In a 2017 thesis titled "The Debate on the Inheritance of Chinese Culture: A Case Study of Echo Magazine," the author noted that while Echo consistently emphasized “Chinese culture,” “Huaxia civilization,” and “the Chinese people,” reflecting strong cultural nationalism and confidence, it also engaged deeply with Taiwanese local traditions. Wu Mei-yun, Huang Yong-song, and Yao Meng-chia’s three-year participation in the Dajia Mazu Pilgrimage before publishing a feature established Echo’s signature fieldwork approach. Similarly, the 1983 issue “Discovering the Traditional Oil Press” exemplified its meticulous documentation of traditional crafts.

However, early Echo issues did not focus solely on an abstract “China.” Taiwan also featured prominently, though coverage often prioritized contemporary and social relevance over historical analysis.
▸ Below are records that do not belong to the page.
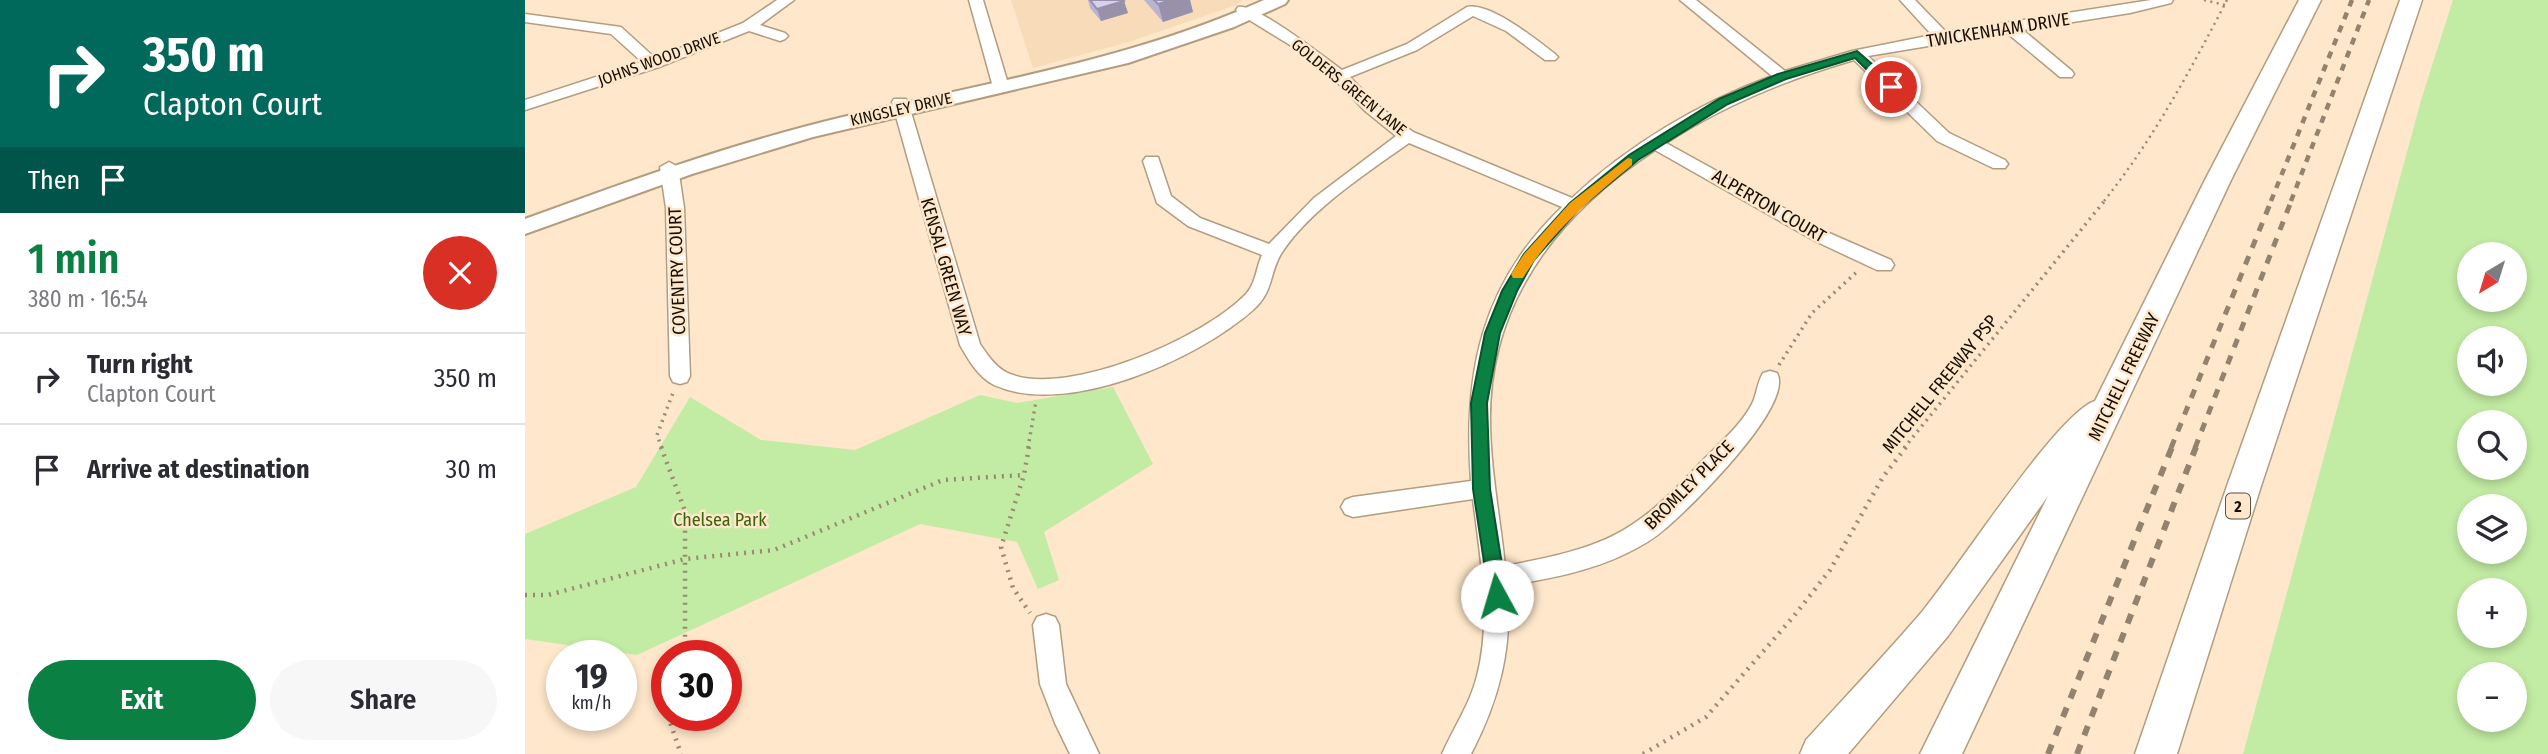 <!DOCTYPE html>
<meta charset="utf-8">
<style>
:root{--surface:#fff;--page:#f7f7f7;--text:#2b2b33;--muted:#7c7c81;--line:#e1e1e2;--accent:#0b8043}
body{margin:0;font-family:"Fira Sans Condensed",sans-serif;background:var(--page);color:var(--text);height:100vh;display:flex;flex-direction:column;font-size:26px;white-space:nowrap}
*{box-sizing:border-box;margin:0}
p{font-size:23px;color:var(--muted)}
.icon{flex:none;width:38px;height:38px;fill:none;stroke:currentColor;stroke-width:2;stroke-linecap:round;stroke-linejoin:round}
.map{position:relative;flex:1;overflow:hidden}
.side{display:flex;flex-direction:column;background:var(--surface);width:525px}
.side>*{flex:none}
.top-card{background:#00695c;color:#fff;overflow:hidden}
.needle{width:46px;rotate:218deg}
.controls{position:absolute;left:1932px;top:242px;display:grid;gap:14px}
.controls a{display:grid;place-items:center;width:70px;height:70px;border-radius:50%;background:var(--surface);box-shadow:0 4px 10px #0003;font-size:35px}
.speed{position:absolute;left:21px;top:640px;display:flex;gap:14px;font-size:35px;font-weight:700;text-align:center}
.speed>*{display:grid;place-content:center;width:91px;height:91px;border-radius:50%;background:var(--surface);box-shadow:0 4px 10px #0003;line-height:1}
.speed small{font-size:18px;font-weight:400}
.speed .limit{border:10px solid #d22;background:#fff;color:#111}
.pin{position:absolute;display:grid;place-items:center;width:60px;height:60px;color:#fff;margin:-30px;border:4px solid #fff;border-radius:50%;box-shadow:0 2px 7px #0007}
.me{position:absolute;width:77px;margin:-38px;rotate:354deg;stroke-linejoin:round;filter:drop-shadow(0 0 5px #0008)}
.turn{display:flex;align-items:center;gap:24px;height:147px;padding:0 28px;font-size:32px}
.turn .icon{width:91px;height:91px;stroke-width:2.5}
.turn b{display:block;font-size:49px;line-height:60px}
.then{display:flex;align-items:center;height:66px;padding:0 28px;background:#0003;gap:14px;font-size:26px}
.round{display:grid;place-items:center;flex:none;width:74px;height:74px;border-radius:37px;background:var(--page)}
.headline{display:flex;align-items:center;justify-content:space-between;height:119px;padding:0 28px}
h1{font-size:42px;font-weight:600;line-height:52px;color:var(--accent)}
.cta{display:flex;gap:14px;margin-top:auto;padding:14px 28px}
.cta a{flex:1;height:80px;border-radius:42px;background:var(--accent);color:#fff;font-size:28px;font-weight:600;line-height:80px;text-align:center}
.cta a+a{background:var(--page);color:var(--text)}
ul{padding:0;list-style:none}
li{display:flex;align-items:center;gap:21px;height:91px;padding:0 28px;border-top:2px solid var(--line)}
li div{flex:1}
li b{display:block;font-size:26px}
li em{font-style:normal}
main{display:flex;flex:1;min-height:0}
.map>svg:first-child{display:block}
.built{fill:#f8dcb9}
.green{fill:#c2eba3;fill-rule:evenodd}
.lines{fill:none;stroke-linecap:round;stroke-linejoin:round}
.minor-casing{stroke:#b29d81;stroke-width:3}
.major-casing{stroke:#b29d81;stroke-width:4}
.highway-casing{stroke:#b29d81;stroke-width:3}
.path-far2{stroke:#998975;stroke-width:2.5;stroke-dasharray:2 4.5;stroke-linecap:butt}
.path-far1{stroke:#998975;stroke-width:3.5;stroke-dasharray:2 5;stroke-linecap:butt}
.path{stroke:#998975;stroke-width:4.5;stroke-dasharray:2 6;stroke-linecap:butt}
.minor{fill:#fff;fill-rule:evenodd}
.major{fill:#fff;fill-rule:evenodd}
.highway{fill:#fff;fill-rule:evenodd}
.rail-far2{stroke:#92826e;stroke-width:4.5;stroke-dasharray:7 7;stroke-linecap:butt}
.rail-far1{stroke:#92826e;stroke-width:5;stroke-dasharray:9 9;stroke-linecap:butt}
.rail{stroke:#92826e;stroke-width:6;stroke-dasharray:10 10;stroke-linecap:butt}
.wall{fill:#bab3d1}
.shaded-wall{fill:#9792aa}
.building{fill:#d8d0f3;stroke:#9792aa;stroke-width:2}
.route{fill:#0b8043;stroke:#07532c;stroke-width:2}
.slow{fill:#f59e0b}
.labels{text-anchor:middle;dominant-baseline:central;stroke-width:5;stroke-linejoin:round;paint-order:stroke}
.far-street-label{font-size:16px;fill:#160f05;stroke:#fee7ca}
.shield{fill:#fee7ca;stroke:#5c5040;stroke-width:2}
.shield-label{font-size:16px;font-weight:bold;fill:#160f05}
.street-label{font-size:18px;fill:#160f05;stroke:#fee7ca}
.park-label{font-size:18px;fill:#3b630b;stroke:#fee7ca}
</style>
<main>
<section class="side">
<div class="top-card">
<div class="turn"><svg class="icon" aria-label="right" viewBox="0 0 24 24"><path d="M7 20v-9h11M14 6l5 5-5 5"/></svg><div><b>350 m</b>Clapton Court</div></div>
<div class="then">Then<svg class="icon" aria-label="arrive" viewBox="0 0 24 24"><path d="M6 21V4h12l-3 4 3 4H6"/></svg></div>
</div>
<div class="headline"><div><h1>1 min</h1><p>380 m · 16:54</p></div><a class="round" style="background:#d93025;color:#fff"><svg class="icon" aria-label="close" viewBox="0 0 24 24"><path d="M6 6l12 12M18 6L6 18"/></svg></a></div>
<ul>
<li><svg class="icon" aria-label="right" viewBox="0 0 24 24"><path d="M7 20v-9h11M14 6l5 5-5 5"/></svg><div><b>Turn right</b><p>Clapton Court</p></div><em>350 m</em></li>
<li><svg class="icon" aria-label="arrive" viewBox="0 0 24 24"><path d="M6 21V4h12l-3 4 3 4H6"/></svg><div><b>Arrive at destination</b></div><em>30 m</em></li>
</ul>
<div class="cta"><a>Exit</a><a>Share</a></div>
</section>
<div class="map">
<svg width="2023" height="754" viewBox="0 0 2023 754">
<rect width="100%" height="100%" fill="#fee7ca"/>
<path class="built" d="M486 0H718L711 5 604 42 508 68Z"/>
<path class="green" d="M1928 0H2023V754H1718L1897 97ZM1944 254H1990V299H1944ZM1944 338H1990V383H1944ZM1944 422H1990V467H1944ZM1944 506H1990V551H1944ZM1944 590H1990V635H1944ZM1944 674H1990V719H1944Z
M588 387 628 464 519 532 534 580 513 589 492 542 395 524 112 655 0 639V534L111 487 165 397 236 440 330 450 455 395 492 403Z"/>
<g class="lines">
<defs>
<path id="minor" d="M252 0H269L235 25 260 33 263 36 260 39 255 41 224 31 134 67 0 110V100L117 62 86 34 0 22V14L96 27 130 58 218 23Z
M444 0H458L484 87 482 90H470L468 87Z
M1155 0H1171L1260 71 1327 51 1407 35 1375 0H1390L1421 32 1626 0H1648L1646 3 1605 13 1498 30 1547 71 1549 74 1547 77H1535L1482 33 1343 56 1424 133 1480 160 1483 164 1480 168H1468L1412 141 1329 60C1263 79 1199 105 1141 143L1304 233 1366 260 1369 265 1366 270H1352L1290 241 1130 150C1035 213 965 299 965 418 965 468 975 516 980 566 1081 547 1108 536 1178 460 1195 443 1216 425 1227 404 1232 394 1232 383 1238 373L1245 371 1252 373C1270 405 1165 508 1141 528 1129 539 1115 547 1100 554 1063 572 1022 579 982 586 988 648 974 700 946 754H917C929 727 945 704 952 676 967 618 955 557 948 499L828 517 820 514 816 507 820 500 828 497 946 481C938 374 956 284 1037 207L884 143C842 173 784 210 756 254 744 274 749 291 728 310 673 359 542 418 469 385 453 377 443 359 435 345L367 102 369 99H381L383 102 455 344C463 356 472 369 485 374 544 397 679 338 721 294 731 283 731 268 737 255L663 226 632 203 618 161 621 157H633L646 196 675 218 744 244 789 198 871 136 839 110 809 79 765 45 713 13 711 10 713 7C731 3 799 57 817 70L882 44 942 7C965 2 1012 40 1030 54L1033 57 1030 60H1020L981 31 948 16 892 50 825 77 851 104 888 132 1047 198C1103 145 1174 103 1247 76Z
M144 162 153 167 159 208 165 376 162 382 155 384 148 382 145 376 141 208 135 167Z
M521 614 530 617 534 625 541 684 574 754H545L530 723 515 684 508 625 512 617Z"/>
<path id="major" d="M739 0H763L760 4 709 27 603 63 288 137 167 174 0 234V219C106 180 212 142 322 116 464 82 606 60 739 0Z"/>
<path id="highway" d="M1774 0H1796L1706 180 1437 754H1395L1523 496 1423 636 1323 754H1275L1281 740C1319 698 1359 656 1396 613 1429 574 1533 412 1570 401L1680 180Z
M1875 0H1897L1736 486 1652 754H1610L1702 486Z"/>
</defs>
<use href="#minor" class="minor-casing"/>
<use href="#major" class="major-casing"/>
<use href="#highway" class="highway-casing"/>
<path class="path-far2" d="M1679 0 1700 5
M1579 201C1628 140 1666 69 1702 0"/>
<path class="path-far1" d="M1254 365 1287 313 1334 270
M137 448 132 435 149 390
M503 448 511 401
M1379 448 1581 199"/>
<path class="path" d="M136 447 160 511V646L157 656
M504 447 499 475 476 547 488 588 505 613
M0 595H23L160 559 249 550 418 480 499 475
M143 716 156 754
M1118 754 1181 717 1269 616 1305 570 1358 477 1381 447"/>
<use href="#minor" class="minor"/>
<use href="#major" class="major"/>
<use href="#highway" class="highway"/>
<path class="rail-far2" d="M1746 201 1827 0
M1766 201 1844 0"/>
<path class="rail-far1" d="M1646 448 1747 199
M1670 448 1767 199"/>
<path class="rail" d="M1523 754 1647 447
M1552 754 1671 447"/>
</g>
<path class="wall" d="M563 0H598L603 13 576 21 565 8Z
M619 0H665L668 12 638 22Z"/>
<path class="shaded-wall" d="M646 0H665L668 12 638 22 633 4Z
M599 1 603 13 576 21 572 9Z"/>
<path class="building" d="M565 0H598L599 1 572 9Z
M629 0H646L633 4Z"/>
<path class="route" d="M1332 51 1371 85V90H1362L1330 58 1261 79 1203 104 1113 160 1054 209 1009 260 992 291 975 333 962 403 965 489 982 596 979 602 972 605 965 602 948 489 946 403 960 333 977 291 999 254 1045 203 1104 155 1194 99 1253 74Z"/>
<path class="slow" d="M1103 158 1107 159V165C1067 198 1026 232 998 278H988L986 274 999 254 1045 203Z"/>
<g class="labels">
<g class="far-street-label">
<text transform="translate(134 59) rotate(-20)">JOHNS WOOD DRIVE</text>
<text transform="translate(824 87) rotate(39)">GOLDERS GREEN LANE</text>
<text transform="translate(376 109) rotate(-13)">KINGSLEY DRIVE</text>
</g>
<rect class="shield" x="1701" y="493.5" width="24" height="25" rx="5"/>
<g class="shield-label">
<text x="1713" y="506">2</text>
</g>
<g class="street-label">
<text transform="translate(1473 30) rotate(-9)">TWICKENHAM DRIVE</text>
<text transform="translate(1244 206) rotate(30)">ALPERTON COURT</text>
<text transform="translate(421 267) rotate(74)">KENSAL GREEN WAY</text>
<text transform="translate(152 271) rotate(-92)">COVENTRY COURT</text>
<text transform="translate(1599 377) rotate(-64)">MITCHELL FREEWAY</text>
<text transform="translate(1415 384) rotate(-51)">MITCHELL FREEWAY PSP</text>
<text transform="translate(1164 485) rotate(-45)">BROMLEY PLACE</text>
</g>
<g class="park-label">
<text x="195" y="520">Chelsea Park</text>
</g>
</g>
</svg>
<div class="controls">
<a><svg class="needle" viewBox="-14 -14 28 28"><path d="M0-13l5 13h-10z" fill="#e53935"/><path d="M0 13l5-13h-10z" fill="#7c7c81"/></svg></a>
<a><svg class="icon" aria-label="sound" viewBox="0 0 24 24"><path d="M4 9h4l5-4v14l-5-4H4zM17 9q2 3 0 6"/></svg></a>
<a><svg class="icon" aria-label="search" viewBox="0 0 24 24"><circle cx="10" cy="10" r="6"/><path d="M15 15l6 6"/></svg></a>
<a><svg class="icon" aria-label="layers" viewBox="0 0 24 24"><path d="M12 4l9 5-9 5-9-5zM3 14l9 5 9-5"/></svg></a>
<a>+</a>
<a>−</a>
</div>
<div class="speed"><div>19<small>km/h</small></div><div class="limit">30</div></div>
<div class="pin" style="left:1366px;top:87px;background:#d93025"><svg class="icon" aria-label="arrive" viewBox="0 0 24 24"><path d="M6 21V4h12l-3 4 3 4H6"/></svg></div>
<svg class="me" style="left:972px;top:596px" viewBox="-20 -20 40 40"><circle r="19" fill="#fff"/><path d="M0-13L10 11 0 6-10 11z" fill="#0b8043"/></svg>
</div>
</main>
For example, the 1982 “Rice” trilogy addressed Taiwan’s rice overproduction by combining cultural, agricultural, and culinary perspectives to promote local consumption. Later issues, such as “Freedom from the Fear of Eating: Food Additives” and “Freedom from the Fear of Eating: Pesticides” (1986), highlighted growing concerns about food safety and modernization.

In contrast, Echo’s coverage of “China” carried a strong historical orientation, seen in specials like “Images of Chinese History—The Joys and Sorrows of the Chinese People” and “The Great Migration” (1996). This uneven treatment—historicizing China while contemporizing Taiwan—has led scholars to argue that Echo often subsumed Taiwan’s experiences into a broader China-centered narrative.

In Diverse New Perspectives: Taiwanese Emerging Writers of the Twenty-First Century (多元新視界，台灣青壯作家二十一世紀小說), the novel Have You Ever Read the Echo Little Encyclopedia? (《你讀過〈漢聲小百科〉嗎？》) explicitly examines how Echo Little Encyclopedia (《漢聲小百科》) functions as a medium of collective memory, linking personal emotional experiences with cultural identity. The novel's narrator, A-Tao, recounts encountering a miniature encyclopedia from an extraterrestrial visitor during childhood, which takes the protagonist on imaginative journeys across space and time, facilitating learning about astronomy, geography, and natural phenomena.

Through this depiction, the novel emphasizes the role of Echo Little Encyclopedia as a shared educational reference for Taiwan's millennial generation, while also highlighting the ideological underpinnings embedded in its content. According to the narrative, the encyclopedia reflects pro-China nationalist perspectives: it features a Taiji symbol, emphasizes historical and cultural continuity from early ancestors in Beijing to prehistoric sites, and presents a China-centered worldview that subtly fosters a sense of connection with Chinese civilization. Readers grew up engaging with knowledge framed by the geographic and historical scale of a unified China, even while residing in the "Province Taiwan of Republic of China".

The novel situates Echo Little Encyclopedia within the broader context of 1980s Taiwanese mass educational media, identifying it as part of the Dang Guo’s state-directed cultural and civic education apparatus.